● **INSTRUCTIONS FOR THE TASK**:
Return every line from the records below in which the word "span" is found.
····················
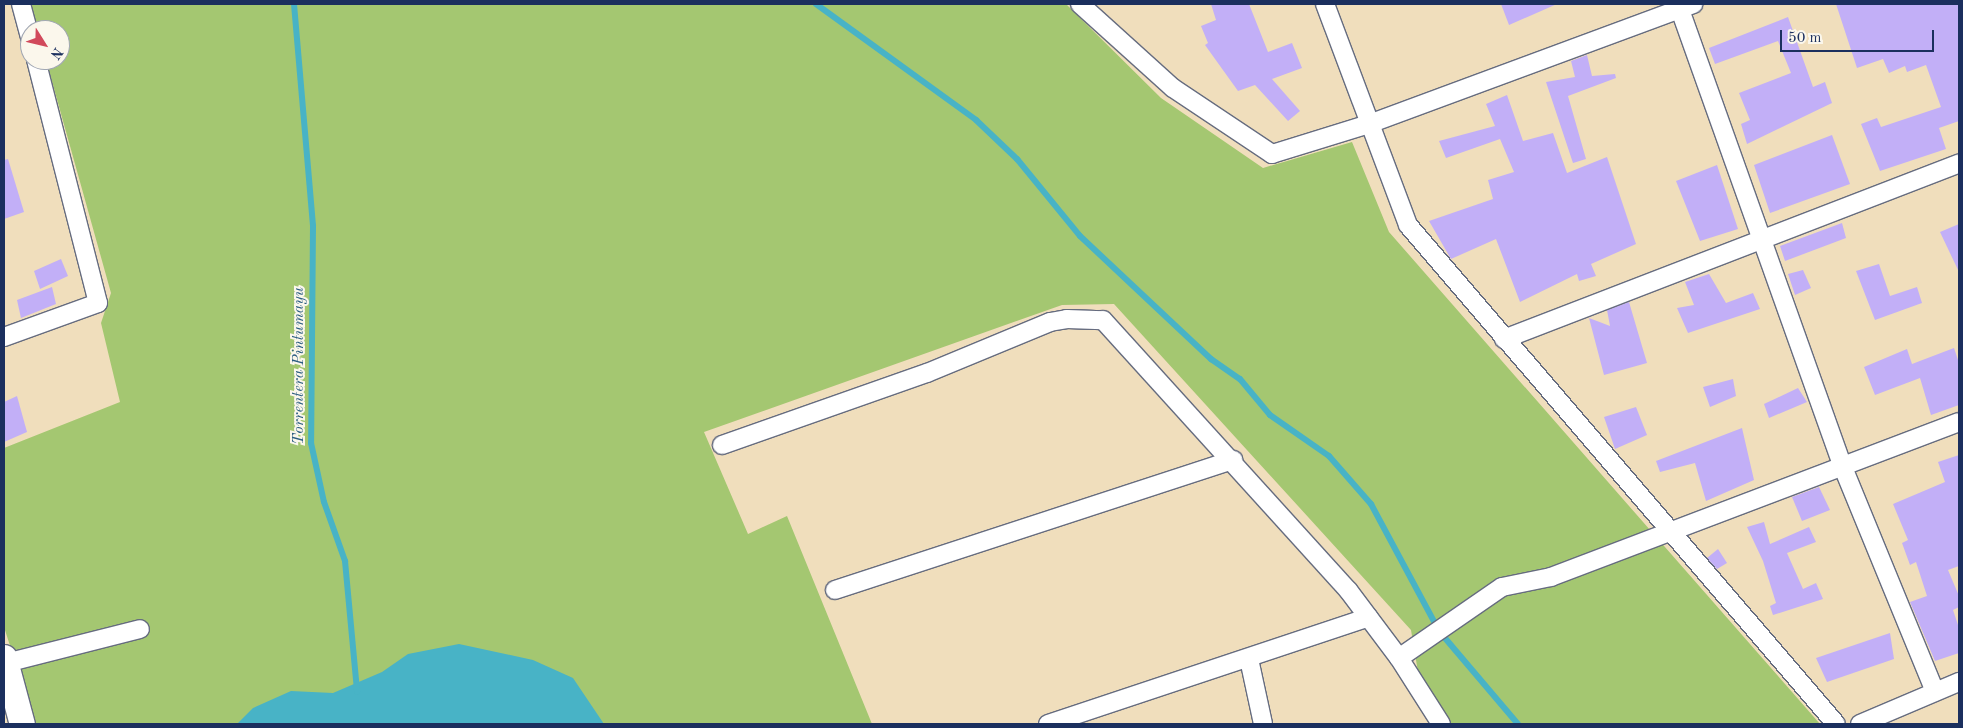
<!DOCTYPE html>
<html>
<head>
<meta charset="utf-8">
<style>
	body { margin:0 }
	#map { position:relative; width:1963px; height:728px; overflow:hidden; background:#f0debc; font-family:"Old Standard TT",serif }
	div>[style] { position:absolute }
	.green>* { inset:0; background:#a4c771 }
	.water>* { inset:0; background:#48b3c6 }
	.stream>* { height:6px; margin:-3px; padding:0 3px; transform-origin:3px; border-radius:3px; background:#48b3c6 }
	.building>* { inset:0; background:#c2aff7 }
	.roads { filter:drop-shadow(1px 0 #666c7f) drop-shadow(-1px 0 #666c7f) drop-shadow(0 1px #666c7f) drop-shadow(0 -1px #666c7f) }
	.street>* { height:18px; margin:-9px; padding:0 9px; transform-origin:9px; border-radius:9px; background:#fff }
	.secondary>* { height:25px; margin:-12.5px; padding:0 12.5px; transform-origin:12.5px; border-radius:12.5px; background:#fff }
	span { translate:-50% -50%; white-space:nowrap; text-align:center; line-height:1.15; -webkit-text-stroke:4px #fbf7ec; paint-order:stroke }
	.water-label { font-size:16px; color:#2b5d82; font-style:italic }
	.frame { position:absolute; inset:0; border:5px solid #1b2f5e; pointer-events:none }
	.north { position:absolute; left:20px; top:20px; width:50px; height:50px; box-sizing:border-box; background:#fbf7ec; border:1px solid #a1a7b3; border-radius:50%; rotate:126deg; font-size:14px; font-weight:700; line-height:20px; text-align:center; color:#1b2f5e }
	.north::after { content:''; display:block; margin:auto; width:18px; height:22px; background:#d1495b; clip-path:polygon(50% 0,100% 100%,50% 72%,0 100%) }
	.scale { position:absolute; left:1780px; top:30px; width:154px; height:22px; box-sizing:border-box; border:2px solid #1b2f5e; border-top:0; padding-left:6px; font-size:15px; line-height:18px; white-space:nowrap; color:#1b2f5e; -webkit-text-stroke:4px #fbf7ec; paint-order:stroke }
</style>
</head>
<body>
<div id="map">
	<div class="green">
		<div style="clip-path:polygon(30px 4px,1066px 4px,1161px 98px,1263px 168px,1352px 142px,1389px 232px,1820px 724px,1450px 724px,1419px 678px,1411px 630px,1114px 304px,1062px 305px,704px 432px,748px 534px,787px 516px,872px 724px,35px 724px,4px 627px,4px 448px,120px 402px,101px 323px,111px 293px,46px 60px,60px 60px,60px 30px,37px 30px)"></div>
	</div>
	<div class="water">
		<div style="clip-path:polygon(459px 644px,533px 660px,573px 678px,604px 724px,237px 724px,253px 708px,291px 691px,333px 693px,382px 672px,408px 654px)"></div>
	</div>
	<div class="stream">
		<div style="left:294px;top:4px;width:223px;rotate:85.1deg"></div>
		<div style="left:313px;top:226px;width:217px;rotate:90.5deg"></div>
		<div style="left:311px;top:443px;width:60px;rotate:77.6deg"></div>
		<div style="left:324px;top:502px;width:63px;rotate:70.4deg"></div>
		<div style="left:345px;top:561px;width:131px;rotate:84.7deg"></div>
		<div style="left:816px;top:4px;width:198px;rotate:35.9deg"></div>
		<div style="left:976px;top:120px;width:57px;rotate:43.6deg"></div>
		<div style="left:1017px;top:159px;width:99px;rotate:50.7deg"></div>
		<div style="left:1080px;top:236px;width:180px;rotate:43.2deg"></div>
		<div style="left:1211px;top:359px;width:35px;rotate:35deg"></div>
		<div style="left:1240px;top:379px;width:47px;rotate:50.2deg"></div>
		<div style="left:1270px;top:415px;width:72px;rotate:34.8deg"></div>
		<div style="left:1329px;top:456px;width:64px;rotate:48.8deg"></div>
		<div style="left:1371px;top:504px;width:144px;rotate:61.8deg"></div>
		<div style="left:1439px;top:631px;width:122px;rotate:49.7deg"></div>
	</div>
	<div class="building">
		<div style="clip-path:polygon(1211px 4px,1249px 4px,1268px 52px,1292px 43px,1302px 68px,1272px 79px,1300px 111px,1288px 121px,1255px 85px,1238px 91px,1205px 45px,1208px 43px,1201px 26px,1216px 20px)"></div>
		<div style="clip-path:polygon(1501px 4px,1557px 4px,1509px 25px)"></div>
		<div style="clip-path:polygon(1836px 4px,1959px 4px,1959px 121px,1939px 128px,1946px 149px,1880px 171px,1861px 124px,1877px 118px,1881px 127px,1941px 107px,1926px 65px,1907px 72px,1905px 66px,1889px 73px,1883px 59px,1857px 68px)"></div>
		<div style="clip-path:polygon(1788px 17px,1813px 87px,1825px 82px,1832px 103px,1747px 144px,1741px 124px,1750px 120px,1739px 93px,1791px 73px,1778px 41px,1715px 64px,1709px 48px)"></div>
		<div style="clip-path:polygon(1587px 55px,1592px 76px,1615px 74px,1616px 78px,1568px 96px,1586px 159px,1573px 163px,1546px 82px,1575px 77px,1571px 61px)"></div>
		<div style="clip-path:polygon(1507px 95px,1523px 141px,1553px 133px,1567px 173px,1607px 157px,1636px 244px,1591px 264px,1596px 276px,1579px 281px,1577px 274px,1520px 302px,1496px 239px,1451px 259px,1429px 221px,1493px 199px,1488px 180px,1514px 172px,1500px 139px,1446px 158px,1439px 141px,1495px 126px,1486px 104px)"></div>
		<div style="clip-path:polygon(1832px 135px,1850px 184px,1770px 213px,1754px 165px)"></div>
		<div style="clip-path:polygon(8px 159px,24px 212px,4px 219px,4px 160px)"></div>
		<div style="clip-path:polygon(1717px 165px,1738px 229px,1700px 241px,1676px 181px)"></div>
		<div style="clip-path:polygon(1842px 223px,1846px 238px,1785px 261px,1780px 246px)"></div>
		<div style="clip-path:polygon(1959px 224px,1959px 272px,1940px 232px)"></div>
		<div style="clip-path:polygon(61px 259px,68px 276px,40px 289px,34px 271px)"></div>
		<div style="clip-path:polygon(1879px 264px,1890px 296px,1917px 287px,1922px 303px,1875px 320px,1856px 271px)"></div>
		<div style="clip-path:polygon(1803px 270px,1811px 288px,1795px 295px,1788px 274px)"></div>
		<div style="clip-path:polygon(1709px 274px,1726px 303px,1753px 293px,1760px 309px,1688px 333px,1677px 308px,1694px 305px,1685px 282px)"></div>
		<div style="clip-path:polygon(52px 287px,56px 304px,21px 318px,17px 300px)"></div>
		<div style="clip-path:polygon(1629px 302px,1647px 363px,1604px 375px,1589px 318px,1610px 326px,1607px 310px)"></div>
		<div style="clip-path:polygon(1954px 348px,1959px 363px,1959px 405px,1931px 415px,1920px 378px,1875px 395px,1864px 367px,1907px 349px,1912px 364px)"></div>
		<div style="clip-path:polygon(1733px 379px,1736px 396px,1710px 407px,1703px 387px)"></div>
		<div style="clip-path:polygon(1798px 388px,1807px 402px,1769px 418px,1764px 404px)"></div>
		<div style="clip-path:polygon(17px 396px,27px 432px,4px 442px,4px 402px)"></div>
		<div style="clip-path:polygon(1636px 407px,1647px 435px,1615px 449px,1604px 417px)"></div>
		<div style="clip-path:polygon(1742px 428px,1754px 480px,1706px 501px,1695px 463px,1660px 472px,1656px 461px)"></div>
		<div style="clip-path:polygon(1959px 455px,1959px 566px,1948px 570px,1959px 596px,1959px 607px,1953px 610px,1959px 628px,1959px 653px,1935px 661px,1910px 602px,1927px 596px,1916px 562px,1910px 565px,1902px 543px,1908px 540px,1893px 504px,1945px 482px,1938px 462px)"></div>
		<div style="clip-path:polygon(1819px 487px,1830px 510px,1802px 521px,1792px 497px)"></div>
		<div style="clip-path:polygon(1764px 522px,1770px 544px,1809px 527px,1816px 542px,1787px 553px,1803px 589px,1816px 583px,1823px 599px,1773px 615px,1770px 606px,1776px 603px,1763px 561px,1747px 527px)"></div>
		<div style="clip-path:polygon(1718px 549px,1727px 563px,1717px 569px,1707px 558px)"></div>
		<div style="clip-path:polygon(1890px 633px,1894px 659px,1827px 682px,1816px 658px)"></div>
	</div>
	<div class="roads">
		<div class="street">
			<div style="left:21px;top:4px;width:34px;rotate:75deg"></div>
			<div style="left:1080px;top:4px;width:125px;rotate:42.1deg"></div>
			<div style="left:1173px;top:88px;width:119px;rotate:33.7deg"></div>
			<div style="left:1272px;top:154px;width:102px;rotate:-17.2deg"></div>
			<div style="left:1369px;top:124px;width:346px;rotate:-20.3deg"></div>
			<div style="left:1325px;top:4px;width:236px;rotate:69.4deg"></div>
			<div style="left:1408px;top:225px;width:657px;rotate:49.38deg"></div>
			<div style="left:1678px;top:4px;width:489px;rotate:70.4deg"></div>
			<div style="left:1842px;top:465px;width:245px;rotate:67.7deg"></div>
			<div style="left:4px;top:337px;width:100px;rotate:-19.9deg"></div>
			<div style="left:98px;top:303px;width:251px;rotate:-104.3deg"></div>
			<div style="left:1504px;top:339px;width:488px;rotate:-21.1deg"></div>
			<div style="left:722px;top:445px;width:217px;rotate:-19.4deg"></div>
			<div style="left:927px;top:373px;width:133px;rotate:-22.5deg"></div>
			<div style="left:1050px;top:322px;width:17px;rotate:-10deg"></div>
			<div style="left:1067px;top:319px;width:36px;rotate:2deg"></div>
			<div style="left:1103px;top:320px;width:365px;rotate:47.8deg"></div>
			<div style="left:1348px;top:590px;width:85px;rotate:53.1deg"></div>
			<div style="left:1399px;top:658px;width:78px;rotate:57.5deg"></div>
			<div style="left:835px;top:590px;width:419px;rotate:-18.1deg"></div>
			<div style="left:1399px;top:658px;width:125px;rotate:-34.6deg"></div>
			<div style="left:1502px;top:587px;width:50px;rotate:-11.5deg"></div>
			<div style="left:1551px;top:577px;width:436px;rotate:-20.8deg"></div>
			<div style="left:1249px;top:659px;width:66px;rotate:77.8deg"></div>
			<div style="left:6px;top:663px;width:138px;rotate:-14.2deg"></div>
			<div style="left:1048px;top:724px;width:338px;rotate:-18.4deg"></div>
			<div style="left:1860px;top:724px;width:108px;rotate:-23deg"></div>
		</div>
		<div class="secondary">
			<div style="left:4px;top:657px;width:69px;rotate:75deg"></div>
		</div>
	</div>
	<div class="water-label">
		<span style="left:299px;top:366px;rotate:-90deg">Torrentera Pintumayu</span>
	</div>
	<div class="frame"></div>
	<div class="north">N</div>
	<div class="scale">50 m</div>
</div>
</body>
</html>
····················
● **YOUR RESPONSE**:
	span { translate:-50% -50%; white-space:nowrap; text-align:center; line-height:1.15; -webkit-text-stroke:4px #fbf7ec; paint-order:stroke }
		<span style="left:299px;top:366px;rotate:-90deg">Torrentera Pintumayu</span>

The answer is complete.